Gasoline and diesel fuel account for almost all fuel (99%) consumed by road vehicles in Russia. This figure remains unchanged for several decades, but the government has been actively promoting the shift of commercial and public transport to gas in recent years. The Analytical Center estimated that re-equipping of gasoline taxi cars will pay off in less than six months and it will be possible to curb the growth of ticket prices in the conditions of lower gas cost.
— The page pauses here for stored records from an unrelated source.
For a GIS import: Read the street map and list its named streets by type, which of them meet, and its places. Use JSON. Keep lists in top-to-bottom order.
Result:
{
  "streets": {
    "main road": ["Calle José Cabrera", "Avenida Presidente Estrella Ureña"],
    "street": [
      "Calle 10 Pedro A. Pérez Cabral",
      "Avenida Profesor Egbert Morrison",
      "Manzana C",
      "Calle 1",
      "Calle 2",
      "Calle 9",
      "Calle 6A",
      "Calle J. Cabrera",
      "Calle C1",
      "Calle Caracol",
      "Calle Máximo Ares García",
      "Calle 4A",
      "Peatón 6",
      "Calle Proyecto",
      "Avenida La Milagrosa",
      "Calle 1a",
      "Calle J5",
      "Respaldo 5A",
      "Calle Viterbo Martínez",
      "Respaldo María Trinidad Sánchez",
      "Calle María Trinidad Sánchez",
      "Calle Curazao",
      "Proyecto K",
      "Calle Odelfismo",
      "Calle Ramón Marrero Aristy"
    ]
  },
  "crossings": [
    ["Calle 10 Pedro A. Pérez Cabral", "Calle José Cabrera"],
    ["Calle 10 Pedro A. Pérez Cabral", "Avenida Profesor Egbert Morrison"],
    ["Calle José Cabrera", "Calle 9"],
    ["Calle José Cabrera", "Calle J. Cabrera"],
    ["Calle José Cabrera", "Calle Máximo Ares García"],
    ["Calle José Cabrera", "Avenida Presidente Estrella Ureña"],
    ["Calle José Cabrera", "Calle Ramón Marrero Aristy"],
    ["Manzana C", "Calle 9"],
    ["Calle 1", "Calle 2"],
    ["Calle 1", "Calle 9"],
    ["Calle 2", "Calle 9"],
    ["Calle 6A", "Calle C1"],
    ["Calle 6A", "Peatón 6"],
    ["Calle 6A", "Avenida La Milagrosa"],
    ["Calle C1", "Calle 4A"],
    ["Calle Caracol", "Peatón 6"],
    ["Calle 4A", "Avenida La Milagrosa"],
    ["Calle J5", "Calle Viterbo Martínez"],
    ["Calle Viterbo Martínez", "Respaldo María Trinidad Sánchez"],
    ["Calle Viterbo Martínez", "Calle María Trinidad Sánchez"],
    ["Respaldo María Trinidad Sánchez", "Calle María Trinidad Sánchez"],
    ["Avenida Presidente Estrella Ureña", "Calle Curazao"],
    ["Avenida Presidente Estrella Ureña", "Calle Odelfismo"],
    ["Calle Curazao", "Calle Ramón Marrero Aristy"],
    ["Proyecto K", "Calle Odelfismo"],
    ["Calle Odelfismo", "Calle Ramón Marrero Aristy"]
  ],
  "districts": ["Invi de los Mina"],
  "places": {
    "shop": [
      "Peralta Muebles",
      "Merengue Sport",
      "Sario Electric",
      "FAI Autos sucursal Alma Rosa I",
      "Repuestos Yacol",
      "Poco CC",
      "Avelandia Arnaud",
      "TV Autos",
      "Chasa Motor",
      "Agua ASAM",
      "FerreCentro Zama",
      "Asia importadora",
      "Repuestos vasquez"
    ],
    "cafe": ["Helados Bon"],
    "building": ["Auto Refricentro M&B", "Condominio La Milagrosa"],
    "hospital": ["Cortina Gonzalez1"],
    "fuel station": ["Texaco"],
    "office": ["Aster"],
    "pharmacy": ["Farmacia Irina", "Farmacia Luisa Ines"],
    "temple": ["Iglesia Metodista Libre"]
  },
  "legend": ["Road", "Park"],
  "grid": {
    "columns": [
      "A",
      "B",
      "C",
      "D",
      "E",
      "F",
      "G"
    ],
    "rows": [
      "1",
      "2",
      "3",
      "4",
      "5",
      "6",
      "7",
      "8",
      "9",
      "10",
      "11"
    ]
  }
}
The Infrastructure Is Not Enough for Widespread Switching to Gas Fuel
"Currently in Russia, liquefied hydrocarbon gases (LHG) and compressed natural gas (CNG) are 2-3 fold cheaper than gasoline and diesel fuel with comparable mileage per fuel unit," state the experts in their monthly energy bulletin. According to their estimates, due to this the payback period of commercial car re-equipping to gas usage is just 3.4-4.5 months (the equipment cost is around RUB 30,000 for LHG and RUB 60,000 for CNG). In case of a city taxi, the payback period is slightly higher - up to 5 months subject to the annual car mileage of 70,000 kilometers. However, there are several disadvantages: less space in the car after installing balloons, less mileage per one fueling, and some limitations of operation in cold season (for LHG), explained Mr. Alexander Amiragyan, Expert of the Analytical Center.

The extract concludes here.